Il coltivatore del Maryland
Siamo alla fine del diciassettesimo secolo. Ebenezer Cooke, Poeta Laureato, dall’Inghilterra viene spedito nel Nuovo Mondo con un doppio incarico: prendere possesso della piantagione di tabacco del padre e scrivere un grande poema epico sulla vita nelle colonie del Maryland. Inizia così un’odissea caotica nelle cui infinite trame nidificate, tra doppi e tripli scambi di identità, si susseguono naufragi e rapimenti, pirati e indiani, trafficanti d’oppio, prostitute amate, gemelle perdute, re indigeni, e un introvabile Diario Segreto contenente la storia di Pocahontas e una misteriosa ricetta afrodisiaca dagli ambigui poteri soprannaturali. E, come se non bastasse, ci sono le incessanti insidie carnali da cui il poeta cerca di difendere quel che ha di più caro: la propria verginità.

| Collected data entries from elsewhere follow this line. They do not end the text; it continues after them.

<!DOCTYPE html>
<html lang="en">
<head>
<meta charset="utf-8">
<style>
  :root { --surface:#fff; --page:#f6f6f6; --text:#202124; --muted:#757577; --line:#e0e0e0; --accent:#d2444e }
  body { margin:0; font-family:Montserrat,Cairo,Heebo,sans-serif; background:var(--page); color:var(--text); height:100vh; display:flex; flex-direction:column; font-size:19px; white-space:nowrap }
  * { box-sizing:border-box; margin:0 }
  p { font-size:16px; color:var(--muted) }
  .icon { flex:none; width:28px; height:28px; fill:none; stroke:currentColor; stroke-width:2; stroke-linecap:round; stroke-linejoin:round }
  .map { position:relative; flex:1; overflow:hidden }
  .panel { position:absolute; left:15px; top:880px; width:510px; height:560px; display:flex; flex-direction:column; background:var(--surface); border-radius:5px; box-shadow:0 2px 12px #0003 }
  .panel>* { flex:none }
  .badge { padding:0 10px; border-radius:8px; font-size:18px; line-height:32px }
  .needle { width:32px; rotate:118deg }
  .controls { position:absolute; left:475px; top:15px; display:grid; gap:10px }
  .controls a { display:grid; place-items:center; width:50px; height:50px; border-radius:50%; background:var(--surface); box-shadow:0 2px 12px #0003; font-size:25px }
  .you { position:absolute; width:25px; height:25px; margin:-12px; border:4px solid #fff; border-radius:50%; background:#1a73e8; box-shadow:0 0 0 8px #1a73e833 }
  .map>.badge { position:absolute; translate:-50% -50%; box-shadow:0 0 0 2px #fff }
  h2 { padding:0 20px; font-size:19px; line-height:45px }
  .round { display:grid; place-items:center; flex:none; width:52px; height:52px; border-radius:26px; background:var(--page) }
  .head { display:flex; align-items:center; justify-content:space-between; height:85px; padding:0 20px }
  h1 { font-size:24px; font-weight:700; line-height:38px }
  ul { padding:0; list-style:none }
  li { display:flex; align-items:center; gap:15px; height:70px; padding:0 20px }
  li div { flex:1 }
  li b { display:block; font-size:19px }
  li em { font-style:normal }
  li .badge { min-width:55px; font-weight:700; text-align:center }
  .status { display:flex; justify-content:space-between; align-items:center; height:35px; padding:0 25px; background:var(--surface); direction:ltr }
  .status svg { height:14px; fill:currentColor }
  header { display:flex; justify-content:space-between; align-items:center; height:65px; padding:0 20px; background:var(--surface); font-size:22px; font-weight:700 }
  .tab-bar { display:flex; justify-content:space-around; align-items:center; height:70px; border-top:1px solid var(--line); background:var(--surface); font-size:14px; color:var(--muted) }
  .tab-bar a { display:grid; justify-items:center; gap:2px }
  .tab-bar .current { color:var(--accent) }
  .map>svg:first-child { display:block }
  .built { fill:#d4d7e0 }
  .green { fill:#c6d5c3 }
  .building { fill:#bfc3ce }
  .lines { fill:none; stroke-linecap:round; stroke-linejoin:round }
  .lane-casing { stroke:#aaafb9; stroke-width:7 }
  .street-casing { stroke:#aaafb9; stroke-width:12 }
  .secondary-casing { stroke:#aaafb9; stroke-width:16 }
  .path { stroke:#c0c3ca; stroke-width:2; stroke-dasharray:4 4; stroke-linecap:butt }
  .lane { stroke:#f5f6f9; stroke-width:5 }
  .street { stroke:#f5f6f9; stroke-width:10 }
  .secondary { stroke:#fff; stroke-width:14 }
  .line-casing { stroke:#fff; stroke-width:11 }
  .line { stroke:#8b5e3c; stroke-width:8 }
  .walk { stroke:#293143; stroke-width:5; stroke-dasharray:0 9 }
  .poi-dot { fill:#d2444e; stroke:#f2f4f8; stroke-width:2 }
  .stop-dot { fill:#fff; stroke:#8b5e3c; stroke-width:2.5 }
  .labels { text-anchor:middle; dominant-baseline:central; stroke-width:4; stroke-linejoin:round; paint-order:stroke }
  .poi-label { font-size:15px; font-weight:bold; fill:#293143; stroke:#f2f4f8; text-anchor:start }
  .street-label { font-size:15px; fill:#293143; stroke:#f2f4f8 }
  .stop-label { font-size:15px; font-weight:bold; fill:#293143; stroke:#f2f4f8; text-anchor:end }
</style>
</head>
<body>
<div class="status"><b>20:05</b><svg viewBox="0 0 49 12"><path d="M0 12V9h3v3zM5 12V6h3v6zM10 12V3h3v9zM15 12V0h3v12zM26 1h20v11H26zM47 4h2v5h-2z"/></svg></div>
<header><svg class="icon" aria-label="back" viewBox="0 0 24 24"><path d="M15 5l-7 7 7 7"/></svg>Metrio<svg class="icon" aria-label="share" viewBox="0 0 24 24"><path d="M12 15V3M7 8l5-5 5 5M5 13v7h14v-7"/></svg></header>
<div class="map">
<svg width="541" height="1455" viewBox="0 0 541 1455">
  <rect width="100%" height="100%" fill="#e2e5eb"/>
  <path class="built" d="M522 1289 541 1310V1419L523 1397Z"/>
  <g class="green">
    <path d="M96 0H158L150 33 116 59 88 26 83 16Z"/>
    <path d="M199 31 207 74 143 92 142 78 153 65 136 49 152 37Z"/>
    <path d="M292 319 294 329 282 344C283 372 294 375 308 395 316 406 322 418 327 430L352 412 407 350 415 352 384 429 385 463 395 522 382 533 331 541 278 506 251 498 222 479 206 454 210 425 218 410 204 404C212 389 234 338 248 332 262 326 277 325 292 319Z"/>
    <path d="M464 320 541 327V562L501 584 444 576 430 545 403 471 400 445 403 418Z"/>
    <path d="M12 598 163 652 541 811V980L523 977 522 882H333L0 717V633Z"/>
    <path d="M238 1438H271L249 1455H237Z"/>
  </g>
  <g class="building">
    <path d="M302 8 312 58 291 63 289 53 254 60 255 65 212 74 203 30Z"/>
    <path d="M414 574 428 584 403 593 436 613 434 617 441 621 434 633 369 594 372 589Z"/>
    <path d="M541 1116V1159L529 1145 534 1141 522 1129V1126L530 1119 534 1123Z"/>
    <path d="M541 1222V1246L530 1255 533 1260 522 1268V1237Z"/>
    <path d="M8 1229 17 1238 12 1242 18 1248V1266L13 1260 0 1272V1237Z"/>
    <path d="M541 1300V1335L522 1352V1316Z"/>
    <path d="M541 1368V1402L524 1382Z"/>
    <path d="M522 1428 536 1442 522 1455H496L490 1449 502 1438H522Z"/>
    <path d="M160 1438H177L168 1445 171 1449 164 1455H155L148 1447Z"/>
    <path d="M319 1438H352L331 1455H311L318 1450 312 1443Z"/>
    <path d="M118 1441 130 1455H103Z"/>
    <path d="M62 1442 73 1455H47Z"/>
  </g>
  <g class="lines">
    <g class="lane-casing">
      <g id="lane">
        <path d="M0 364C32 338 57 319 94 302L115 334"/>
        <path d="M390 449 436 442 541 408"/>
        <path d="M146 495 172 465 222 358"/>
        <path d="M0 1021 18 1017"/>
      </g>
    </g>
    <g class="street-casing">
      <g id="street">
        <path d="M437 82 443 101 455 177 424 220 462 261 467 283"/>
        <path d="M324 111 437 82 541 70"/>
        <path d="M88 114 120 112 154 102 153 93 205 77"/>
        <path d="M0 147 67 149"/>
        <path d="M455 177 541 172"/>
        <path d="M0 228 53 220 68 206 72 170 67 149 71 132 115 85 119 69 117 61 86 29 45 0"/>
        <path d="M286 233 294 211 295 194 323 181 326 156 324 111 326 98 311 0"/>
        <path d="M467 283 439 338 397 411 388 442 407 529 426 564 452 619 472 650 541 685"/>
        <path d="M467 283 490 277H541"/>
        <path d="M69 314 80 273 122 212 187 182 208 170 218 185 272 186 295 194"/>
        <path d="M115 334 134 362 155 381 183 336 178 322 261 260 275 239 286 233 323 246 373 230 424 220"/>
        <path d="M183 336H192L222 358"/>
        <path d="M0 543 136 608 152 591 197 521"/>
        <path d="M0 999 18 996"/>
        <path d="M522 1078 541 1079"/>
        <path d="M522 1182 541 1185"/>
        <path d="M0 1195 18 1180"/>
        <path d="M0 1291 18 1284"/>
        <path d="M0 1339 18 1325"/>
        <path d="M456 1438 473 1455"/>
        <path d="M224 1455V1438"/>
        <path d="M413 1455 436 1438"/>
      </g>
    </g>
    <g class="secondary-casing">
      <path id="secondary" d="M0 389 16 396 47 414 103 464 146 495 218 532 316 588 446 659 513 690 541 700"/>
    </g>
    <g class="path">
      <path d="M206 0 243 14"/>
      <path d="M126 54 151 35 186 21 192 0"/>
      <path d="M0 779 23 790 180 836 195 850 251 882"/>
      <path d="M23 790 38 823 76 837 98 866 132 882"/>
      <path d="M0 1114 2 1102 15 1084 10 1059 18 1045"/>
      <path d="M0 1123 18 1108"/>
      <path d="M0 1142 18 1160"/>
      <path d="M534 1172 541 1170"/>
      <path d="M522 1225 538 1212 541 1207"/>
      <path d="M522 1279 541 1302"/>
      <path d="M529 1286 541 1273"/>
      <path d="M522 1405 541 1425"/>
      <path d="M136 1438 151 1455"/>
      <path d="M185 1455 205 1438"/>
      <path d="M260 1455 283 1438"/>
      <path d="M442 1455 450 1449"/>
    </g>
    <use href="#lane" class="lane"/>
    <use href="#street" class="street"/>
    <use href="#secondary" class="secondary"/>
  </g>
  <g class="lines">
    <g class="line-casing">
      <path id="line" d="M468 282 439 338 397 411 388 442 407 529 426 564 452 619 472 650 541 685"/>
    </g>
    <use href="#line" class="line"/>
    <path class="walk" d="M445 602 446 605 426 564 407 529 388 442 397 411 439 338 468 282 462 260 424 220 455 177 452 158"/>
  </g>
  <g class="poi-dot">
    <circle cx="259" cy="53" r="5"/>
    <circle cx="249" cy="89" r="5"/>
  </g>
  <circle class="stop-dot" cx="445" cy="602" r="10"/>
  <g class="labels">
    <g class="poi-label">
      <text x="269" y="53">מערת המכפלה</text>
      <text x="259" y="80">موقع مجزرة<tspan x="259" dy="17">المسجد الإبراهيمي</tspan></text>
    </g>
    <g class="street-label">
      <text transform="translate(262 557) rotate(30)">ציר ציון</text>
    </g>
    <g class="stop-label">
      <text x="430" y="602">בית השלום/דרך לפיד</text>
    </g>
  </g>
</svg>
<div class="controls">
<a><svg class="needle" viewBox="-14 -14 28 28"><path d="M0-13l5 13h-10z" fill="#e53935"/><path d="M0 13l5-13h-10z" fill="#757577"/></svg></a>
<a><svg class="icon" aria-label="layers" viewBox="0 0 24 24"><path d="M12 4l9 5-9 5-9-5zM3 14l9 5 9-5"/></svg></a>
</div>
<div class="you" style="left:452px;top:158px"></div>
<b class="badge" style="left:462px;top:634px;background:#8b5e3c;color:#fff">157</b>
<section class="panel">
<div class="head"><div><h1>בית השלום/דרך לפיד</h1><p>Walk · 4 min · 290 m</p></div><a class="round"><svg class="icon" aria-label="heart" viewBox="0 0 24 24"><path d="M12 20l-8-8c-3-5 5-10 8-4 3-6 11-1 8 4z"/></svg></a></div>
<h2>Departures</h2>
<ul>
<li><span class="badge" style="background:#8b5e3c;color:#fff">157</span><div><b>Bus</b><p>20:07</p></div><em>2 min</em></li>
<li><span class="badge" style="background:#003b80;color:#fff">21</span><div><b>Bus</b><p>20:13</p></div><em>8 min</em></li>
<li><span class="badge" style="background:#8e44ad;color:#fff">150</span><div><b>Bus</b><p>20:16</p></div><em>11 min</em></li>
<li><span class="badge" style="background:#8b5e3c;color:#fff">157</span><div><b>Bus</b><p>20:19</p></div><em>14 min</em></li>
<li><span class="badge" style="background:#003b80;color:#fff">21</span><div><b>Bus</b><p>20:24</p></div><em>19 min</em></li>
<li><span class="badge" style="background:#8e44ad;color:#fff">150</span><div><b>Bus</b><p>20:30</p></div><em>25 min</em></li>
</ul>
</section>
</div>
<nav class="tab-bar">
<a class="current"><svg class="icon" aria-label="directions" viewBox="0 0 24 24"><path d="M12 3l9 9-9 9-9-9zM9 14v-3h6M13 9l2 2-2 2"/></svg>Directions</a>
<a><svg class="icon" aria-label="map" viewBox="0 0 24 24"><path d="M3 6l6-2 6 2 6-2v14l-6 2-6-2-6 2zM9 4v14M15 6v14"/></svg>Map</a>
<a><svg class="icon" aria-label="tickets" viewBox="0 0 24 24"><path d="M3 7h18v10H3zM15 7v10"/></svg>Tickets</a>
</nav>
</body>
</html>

In questa imponente satira di tutti i vizi umani la tendenza di John Barth a mescolare il virtuosismo linguistico a una materia pulp è elevata a un livello quasi filosofico, e il risultato è uno dei romanzi più esilaranti della storia della letteratura. Tra echi di Rabelais, Voltaire, Boccaccio e Cervantes, con una trama avvincente sostenuta da un’impressionante conoscenza storica, poetica e filosofica – e peripezie linguistiche che solo uno scrittore di immenso talento come Luciano Bianciardi poteva restituire intatte al lettore italiano – Il coltivatore del Maryland è considerato una delle opere più importanti del secondo Novecento e una delle massime espressioni della letteratura postmoderna, il cui potere di ammaliare e strabiliare ne fanno un classico fuori dal tempo.